"A conclusão de Agostinho é a de que não é necessário deixar-se impressionar pela descrição do tabernáculo bíblico (como forma do cosmo) porque, sabe-se, as Sagradas Escrituras falam frequentemente por metáforas, e talvez a Terra seja esférica. Mas, uma vez que saber se é esférica, ou não, não serve para salvar a alma, pode-se ignorar a questão."
(Umberto Eco)
Poderia encontrar-se melhor exemplo do que nos separa da mentalidade antiga? Maior distância do que esta diferença de prioridades?
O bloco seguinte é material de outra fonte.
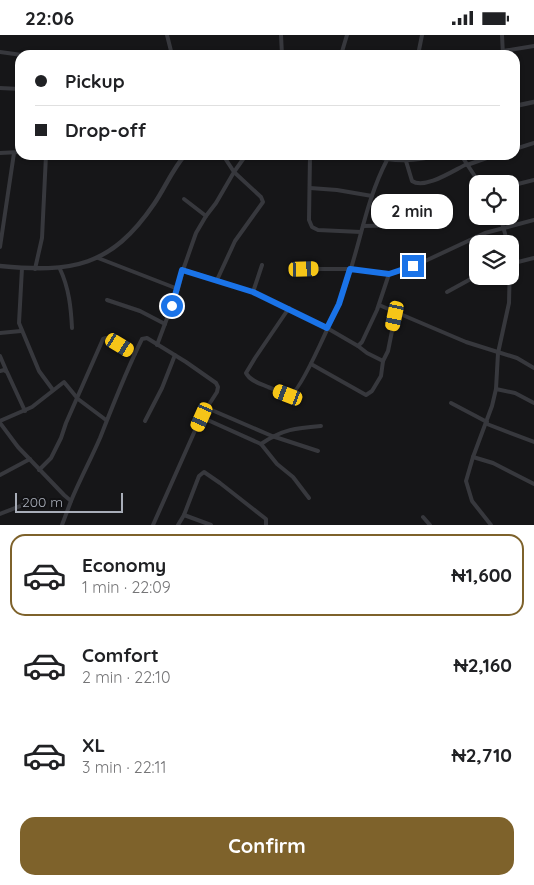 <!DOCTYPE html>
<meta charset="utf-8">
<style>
body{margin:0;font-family:Quicksand,sans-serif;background:#f6f6f6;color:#202124;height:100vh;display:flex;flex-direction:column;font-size:19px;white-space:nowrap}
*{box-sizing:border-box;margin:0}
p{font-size:16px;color:#757577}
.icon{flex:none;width:28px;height:28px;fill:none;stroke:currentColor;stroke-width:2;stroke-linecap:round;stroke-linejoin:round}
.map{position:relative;height:490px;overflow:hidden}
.side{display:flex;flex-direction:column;background:#fff;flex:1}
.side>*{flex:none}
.top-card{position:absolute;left:15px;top:15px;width:505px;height:110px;border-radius:15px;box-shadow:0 1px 4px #0004;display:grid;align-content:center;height:110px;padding:0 20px;background:#fff}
.fabs{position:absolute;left:469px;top:140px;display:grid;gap:10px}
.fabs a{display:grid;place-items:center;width:50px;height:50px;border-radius:10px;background:#fff;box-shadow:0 1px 4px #0004;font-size:25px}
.scale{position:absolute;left:15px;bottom:12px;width:108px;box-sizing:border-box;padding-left:5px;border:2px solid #a8adb8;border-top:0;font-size:14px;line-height:18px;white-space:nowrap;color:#a8adb8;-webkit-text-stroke:4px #111113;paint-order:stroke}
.end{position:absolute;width:22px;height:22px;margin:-11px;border:6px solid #1a73e8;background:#fff;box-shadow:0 0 0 2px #fff}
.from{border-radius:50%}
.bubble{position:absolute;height:35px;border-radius:15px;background:#fff;box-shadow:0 1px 4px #0004;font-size:16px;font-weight:700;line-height:35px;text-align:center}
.car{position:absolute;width:15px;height:30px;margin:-15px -8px;border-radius:6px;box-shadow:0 0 4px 1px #0007;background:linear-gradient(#f5c518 24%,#345 0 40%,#f5c518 0 76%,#345 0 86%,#f5c518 0)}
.top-card b{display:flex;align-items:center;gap:18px;height:48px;font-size:19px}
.top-card b+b{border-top:1px solid #e0e0e0}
.top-card i{width:12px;height:12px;background:#202124}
ul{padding:9px 0 0;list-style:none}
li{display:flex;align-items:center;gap:15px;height:82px;margin:0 10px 8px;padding:0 10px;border:2px solid transparent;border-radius:15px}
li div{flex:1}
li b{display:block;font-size:19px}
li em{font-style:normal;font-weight:700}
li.active{border-color:#7e622b}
li>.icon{width:45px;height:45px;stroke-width:1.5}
.primary-button{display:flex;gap:10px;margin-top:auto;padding:10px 20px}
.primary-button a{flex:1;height:58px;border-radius:15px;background:#7e622b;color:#fff;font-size:20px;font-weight:700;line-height:58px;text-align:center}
.status{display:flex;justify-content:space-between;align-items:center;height:35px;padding:0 25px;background:#fff;direction:ltr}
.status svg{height:14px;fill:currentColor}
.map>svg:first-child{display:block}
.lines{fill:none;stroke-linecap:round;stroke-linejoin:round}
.minor{stroke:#37383d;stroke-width:4}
.tertiary{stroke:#37383d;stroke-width:4.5}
.route{stroke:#1a73e8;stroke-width:6}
</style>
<div class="status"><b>22:06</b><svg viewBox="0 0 49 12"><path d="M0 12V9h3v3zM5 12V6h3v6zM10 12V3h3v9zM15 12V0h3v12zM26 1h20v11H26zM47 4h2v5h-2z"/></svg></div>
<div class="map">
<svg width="534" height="490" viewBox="0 0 534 490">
<rect width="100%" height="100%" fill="#161618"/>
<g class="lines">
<g class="minor">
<path d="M167,0L172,20"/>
<path d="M281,0L282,20"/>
<path d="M502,0L503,20"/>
<path d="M503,16L534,11"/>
<path d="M0,17L22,20"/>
<path d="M109,20L113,18L118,20"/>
<path d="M341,20L347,0"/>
<path d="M418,20L422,0"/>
<path d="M0,53L20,54"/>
<path d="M515,114L534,108"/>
<path d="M0,118L20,117"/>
<path d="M310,120L309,185L312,192L318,195L361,197"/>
<path d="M370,120C396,128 415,126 441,120"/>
<path d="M461,120L480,149"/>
<path d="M406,126L412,146C425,155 454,135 467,129"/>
<path d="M467,130L495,120"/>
<path d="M510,151L534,145"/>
<path d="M310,153L337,155L372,161"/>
<path d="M184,164L206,181"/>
<path d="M500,181L508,209"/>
<path d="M363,191L408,190"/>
<path d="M0,212L14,118"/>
<path d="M98,223L178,254"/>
<path d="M510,229L534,223"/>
<path d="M22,233L19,288L39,336L53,355"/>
<path d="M35,234L42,203L46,120"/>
<path d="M60,234C69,253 71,273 72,293"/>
<path d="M304,234H350L384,239L394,238L423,227L485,198L534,185"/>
<path d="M183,235L253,257L327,293L358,311L362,307L377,275L389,239"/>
<path d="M217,245L235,206L263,167L261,162L234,137L246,120"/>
<path d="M253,257L262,230"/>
<path d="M447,257L478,240"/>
<path d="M107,265L140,276L165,289"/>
<path d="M379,270L466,307L517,323L534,333"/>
<path d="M289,273L255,323L246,338C250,346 261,349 268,352C274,354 284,360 290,360C301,358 340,266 345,252C360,210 366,165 387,125"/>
<path d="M0,298L21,296"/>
<path d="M157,310L178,254L183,235L196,198L206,181L216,168L234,137L223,120"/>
<path d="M358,311L367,318L383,326"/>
<path d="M0,321L6,335"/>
<path d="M311,329L366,360L372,356L381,341L383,326L388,316L395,281L397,278"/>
<path d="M0,336L4,335L7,337L25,376"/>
<path d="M496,354L515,358L534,368"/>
<path d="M451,368L487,387"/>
<path d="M207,373L272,401L318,416"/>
<path d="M201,382L261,409L277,429L293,442L309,463"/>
<path d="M0,386L32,372L64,347L78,364L106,385"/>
<path d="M145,386L162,353L175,320"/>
<path d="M0,388L18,412L64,460L71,466L62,490"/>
<path d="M487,389L534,407"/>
<path d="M261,409C283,394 296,393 321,391"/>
<path d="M473,422L493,428L534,449"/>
<path d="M39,435L51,423L61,403L66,388L103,304L106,303H110L135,319"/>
<path d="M0,440L30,424"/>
<path d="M71,466C80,444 91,424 100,403C113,370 126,336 142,304L147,303L186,327L216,348L218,352L217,357L201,382L153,490"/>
<path d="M0,479L38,464"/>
<path d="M184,480L211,490"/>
<path d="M423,482L430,490"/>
<path d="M178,490L184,480L199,441L204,437L220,448L266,484V490"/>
<path d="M491,490L472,466L466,446L473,422L492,371L496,354L498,318L509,268L510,225"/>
</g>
<g class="tertiary">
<path d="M515,71L534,67"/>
<path d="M0,231C72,238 111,232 154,169C165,153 172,135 185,120"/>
</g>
</g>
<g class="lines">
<path class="route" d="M172,271L182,235L253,257L327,293L339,269L350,234L389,239L413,231"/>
</g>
</svg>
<div class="fabs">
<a><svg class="icon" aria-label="locate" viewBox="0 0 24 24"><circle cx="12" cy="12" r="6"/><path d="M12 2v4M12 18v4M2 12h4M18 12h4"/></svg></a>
<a><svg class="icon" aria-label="layers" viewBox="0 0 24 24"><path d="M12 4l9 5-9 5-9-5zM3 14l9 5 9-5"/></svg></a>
</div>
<div class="scale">200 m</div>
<i class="end from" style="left:172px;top:271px"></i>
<i class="end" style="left:413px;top:231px"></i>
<div class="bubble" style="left:371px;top:159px;width:82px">2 min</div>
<i class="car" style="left:304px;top:234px;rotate:88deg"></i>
<i class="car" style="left:395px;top:281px;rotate:192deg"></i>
<i class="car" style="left:120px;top:310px;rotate:121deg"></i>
<i class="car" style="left:288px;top:360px;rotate:291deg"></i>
<i class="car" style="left:202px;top:382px;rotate:204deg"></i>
<div class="top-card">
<b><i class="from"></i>Pickup</b>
<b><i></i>Drop-off</b>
</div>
</div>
<section class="side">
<ul>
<li class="active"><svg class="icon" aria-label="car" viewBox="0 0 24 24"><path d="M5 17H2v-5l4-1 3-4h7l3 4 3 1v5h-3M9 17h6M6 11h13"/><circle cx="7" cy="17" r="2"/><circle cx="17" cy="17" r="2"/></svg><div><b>Economy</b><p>1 min · 22:09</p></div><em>₦1,600</em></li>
<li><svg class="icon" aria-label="car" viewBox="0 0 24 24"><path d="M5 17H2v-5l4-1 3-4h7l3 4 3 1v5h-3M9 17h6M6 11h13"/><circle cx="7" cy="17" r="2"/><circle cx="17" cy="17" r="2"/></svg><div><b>Comfort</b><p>2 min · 22:10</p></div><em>₦2,160</em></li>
<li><svg class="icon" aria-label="car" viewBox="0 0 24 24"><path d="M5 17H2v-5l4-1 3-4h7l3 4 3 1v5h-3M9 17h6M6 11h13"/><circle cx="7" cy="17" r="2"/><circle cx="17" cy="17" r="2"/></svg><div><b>XL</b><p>3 min · 22:11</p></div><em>₦2,710</em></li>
</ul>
<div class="primary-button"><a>Confirm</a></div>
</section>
A ideia da salvação não se perdeu (e até foi 'recuperada' pela informática, por exemplo, com o 'guardar' - 'saving' - e o 'converter', como lembrou há tempos Tolentino), mas dir-se-ia que o que domina, culturalmente, são questões como a de saber se a Terra é ou não esférica. E, na verdade, sem essa questão resolvida não teríamos o mundo moderno.
Contudo, há uma imensa maioria (com menos influência cultural a curto e a médio prazo) que, podia dizer-se, observa o princípio de Agostinho: mesmo que as pessoas pudessem ser esclarecidas, o conhecimento daquele género não é, de facto, prioritário, pelo que toda a questão é, na prática, 'ignorada'.
O conceito do átomo (que nada tem a ver, na origem, com a ideia de hoje) atravessou milénios sem inquietar as almas. Foi, na verdade, ignorado (ou, melhor dito, não foi 'visto').
Vivemos ainda, como sempre, rodeados de 'átomos democratianos' que não vemos ( a ideia deles nem sequer existe). Continuamos, de uma maneira ou de outra, a preferir 'salvar-nos'.